Le moyen de découvrir si une pointe est bonne ou mauvaise, c’est de la tourner dans une autre langue ; lorsqu’elle soutient cette épreuve, on peut la regarder pour être de bon aloi ; mais c’est tout le contraire quand elle s’évanouit dans l’opération. On pourroit appliquer à la véritable pointe ingénieuse, l’éloge qu’Aristenite faisoit d’une belle femme, qu’il trouvoit toujours belle, soit qu’elle fût parée ou en deshabillé.

On ne substitue souvent les pointes à la force du discours, que parce qu’il est plus facile d’avoir de l’esprit. que d’être à la fois touchant & naturel. Quand on ne fut plus capable d’admirer le style noble & simple des écrivains du siecle d’Auguste, on goûta le style hérissé de pointes des écrits de Séneque. C’est ainsi que parmi nous, nous voyons la décadence des sciences sortir de ce nouvel esprit de pointes & de frivolités, qui causa celle dont on commençoit à se plaindre à Rome immédiatement après le siecle d’Auguste.

Je ne prétens pas cependant qu’il soit toujours défendu, dans quelques petits ouvrages, de donner place à des pensées qui suppléent par leur vivacité à ce qui leur manque du côté de la justesse. Il en est de ces traits comme des faux brillans qu’on a quelquefois ingénieusement mis en œuvre, & qu’on ose porter sans deshonneur avec de vrais diamans. (D. J.)

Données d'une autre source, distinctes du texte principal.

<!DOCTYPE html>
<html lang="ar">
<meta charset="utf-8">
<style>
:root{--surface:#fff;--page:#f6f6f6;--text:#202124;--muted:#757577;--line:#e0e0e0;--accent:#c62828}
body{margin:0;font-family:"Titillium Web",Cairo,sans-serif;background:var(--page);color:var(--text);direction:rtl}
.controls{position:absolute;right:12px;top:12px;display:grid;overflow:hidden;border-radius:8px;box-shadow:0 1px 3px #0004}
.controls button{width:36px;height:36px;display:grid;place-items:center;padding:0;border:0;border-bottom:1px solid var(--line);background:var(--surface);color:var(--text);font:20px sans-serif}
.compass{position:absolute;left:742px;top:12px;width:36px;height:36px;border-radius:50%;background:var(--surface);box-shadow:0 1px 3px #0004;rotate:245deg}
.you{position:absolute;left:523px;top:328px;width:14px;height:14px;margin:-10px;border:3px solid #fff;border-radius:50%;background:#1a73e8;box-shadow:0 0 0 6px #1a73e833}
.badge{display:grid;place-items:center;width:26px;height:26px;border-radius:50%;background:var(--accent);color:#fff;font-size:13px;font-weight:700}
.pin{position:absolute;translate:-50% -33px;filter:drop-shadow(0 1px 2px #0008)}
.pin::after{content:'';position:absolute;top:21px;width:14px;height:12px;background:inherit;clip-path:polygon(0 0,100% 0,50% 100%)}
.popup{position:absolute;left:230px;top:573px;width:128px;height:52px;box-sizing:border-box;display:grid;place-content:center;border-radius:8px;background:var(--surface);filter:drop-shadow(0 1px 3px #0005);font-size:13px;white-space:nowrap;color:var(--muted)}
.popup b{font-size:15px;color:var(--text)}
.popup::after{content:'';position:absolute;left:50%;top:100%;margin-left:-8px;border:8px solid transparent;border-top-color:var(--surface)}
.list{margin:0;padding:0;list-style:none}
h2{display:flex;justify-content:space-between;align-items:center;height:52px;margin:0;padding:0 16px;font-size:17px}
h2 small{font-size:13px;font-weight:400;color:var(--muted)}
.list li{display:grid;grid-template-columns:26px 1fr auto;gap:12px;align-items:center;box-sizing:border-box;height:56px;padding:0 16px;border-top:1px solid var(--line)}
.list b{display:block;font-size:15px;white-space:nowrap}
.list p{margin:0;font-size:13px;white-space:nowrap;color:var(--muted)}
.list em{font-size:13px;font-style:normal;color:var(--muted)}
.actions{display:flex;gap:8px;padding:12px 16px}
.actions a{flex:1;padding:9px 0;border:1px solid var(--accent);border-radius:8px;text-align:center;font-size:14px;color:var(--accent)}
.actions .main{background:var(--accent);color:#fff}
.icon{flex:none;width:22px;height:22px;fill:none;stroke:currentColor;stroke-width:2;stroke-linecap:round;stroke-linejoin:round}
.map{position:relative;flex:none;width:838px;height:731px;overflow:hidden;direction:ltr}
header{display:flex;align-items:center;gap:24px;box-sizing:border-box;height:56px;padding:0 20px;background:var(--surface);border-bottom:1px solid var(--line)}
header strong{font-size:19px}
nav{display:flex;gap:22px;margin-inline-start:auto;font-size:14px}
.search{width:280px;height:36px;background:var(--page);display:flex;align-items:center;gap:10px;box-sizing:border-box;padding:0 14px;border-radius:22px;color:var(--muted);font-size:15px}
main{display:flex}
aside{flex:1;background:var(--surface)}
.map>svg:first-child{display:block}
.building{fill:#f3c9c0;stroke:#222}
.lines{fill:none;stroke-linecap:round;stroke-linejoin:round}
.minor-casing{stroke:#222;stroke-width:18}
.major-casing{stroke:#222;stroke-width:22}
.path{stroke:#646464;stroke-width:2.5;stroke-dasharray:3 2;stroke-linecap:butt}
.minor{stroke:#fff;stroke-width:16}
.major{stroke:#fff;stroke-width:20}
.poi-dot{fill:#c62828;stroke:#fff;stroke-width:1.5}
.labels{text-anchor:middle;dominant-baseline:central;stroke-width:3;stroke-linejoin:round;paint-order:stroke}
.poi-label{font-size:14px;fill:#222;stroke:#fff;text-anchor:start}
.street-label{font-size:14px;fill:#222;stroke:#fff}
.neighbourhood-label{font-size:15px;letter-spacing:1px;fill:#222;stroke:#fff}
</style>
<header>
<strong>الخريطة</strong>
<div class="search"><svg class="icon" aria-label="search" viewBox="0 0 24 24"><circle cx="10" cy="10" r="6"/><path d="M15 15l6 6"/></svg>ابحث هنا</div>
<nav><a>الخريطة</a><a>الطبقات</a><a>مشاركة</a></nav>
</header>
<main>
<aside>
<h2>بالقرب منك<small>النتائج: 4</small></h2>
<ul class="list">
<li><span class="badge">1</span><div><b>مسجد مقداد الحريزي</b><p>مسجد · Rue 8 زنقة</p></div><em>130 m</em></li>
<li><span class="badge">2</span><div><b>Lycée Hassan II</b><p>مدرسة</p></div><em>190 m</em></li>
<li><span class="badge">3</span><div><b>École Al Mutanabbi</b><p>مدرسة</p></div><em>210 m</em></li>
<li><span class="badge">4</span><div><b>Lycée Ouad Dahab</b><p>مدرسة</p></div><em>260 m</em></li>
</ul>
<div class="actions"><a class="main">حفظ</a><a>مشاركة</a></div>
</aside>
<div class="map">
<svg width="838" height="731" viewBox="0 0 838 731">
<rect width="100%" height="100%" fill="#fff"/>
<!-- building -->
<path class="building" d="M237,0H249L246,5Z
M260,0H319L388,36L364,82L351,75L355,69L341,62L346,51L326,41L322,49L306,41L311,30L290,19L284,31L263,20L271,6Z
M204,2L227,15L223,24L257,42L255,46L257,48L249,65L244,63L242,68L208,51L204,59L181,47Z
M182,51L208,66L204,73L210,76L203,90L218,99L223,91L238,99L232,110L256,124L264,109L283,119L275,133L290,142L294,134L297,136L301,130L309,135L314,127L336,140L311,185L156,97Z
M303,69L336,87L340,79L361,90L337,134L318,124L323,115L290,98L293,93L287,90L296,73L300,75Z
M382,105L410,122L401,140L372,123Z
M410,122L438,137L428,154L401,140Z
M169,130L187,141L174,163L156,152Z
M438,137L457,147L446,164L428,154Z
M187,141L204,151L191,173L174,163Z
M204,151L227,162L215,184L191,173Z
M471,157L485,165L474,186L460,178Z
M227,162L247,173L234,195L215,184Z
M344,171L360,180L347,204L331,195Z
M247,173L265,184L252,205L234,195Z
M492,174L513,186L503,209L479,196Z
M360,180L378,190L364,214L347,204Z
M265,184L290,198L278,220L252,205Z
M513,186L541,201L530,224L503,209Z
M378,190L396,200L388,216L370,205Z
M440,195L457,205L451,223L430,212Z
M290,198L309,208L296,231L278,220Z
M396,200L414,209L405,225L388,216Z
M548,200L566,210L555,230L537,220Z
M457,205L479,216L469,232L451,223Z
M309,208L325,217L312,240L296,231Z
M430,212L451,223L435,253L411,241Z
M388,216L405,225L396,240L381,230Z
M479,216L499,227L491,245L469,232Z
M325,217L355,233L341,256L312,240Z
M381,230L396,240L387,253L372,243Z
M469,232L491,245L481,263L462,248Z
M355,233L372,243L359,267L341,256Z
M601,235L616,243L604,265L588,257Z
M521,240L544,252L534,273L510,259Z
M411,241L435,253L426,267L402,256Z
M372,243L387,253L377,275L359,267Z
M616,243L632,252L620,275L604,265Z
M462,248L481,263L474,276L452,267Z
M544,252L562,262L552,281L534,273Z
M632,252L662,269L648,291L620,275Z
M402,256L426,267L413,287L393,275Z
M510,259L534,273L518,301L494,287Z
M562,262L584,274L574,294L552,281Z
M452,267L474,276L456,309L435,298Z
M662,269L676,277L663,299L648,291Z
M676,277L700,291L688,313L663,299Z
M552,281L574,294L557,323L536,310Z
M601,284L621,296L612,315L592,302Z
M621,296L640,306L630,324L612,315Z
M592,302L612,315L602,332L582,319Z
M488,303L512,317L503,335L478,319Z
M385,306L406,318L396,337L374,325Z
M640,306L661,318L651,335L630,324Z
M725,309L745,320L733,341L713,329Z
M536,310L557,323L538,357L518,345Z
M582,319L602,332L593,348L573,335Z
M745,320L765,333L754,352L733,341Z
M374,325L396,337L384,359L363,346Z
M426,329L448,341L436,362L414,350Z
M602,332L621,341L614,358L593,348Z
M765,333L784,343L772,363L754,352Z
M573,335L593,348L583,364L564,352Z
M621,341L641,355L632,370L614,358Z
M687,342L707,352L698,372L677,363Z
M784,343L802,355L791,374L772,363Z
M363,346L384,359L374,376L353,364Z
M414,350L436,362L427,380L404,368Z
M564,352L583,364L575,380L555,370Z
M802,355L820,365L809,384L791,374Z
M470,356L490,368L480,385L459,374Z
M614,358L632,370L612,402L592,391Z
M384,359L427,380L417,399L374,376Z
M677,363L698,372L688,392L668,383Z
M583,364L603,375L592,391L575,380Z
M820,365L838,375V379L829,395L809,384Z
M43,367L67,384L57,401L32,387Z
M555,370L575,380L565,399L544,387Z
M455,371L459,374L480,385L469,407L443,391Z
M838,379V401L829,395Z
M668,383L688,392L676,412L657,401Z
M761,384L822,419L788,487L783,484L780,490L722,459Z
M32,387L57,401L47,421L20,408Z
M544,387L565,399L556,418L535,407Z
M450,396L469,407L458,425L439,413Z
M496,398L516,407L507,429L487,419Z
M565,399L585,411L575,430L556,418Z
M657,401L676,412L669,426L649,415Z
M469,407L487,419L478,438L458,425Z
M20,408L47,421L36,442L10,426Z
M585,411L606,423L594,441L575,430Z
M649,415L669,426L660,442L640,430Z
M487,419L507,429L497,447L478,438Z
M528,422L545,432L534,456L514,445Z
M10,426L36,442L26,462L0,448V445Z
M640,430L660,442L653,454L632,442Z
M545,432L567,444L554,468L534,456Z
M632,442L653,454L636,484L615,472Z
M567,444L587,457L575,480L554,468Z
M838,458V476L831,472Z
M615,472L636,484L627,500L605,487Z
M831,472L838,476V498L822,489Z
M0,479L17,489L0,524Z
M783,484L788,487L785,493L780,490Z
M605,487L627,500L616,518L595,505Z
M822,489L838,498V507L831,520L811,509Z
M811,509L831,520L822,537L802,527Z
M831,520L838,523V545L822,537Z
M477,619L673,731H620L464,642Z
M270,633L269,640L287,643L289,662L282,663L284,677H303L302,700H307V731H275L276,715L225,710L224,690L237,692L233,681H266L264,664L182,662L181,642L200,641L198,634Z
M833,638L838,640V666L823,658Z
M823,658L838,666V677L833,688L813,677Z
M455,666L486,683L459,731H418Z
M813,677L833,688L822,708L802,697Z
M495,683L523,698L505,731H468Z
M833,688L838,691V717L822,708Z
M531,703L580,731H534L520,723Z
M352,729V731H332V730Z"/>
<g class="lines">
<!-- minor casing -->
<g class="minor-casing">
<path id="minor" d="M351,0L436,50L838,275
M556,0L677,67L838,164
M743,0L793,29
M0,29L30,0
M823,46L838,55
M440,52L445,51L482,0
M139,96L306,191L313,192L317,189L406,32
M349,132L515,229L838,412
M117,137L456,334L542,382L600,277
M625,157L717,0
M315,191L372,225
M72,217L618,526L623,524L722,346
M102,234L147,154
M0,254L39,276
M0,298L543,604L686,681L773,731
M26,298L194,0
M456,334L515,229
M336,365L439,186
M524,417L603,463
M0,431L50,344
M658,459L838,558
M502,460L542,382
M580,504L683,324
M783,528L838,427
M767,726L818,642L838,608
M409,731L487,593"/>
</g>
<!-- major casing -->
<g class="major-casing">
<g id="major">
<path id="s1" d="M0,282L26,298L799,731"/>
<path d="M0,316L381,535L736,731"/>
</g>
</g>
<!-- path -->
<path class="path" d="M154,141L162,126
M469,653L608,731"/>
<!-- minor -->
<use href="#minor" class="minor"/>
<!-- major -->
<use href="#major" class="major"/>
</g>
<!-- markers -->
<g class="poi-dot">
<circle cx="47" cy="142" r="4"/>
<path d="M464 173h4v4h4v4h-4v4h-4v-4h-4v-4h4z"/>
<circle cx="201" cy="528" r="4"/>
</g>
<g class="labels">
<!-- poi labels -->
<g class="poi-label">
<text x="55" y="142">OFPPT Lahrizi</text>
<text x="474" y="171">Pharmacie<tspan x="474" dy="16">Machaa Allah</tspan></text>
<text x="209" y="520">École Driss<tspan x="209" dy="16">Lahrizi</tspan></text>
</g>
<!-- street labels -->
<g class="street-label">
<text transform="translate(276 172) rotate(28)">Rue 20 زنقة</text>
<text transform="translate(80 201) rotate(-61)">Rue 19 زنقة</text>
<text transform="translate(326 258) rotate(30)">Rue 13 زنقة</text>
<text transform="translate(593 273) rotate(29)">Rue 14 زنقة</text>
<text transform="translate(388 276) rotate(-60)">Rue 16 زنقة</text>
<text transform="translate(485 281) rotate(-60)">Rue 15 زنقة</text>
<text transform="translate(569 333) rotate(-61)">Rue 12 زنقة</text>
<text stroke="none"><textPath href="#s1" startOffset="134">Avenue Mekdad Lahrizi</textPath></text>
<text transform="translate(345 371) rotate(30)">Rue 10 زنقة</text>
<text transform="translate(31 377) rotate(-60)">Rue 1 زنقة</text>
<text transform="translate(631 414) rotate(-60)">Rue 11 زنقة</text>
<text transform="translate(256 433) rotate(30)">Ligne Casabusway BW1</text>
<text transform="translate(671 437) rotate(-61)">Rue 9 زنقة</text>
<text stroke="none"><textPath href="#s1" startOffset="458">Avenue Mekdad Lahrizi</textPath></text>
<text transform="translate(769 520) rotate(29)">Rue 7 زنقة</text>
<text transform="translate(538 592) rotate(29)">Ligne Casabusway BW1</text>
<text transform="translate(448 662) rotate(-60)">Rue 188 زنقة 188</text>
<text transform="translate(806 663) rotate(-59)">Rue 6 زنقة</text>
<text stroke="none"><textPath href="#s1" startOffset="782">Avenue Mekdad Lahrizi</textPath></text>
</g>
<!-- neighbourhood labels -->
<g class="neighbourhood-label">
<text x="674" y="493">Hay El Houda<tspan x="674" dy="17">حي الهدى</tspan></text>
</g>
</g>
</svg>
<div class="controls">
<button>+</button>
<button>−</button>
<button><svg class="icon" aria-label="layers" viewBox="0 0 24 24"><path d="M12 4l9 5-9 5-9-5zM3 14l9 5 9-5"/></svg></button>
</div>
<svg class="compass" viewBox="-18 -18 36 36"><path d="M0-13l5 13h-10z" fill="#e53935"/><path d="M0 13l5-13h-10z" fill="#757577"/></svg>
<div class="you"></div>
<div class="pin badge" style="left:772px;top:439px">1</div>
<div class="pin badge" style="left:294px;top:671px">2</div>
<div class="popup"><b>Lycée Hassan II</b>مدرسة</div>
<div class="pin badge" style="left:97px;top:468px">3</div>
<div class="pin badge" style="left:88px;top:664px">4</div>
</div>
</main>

Pointe de l’épigramme, (Poésie.) c’est ainsi qu’on nomme la pensée de l’épigramme qui pique le lecteur & qui l’intéresse. Toute épigramme a deux parties, l’exposition du sujet, & la pensée ou la pointe qui en résulte.

Cy git ma femme ! Voilà l’exposition du sujet :
Ah, qu’elle est bien pour son repos & pour le mien !

Voilà la pointe. Cette pointe doit être présentée heureusement & en peu de mots : elle doit être intéressante, soit par le fond, soit par le tour : elle intéresse encore par la finesse de l’idée, comme dans l’épigramme de l’Anthologie renfermée en un seul vers :

Je chantois, Homere écrivoit.

Quelquefois la plaisanterie fait la pointe de l’épigramme, comme dans celle du chevalier de Cailly.

Dis-je quelque chose assez belle ?
L’antiquité toute en cervelle
Me dit : Je l’ai dit avant toi.
C’est une plaisante donzelle ;
Que ne venoit-elle après moi ?
J’aurois dit la chose avant elle.

Dans quelques occasions, c’est le jeu de mots.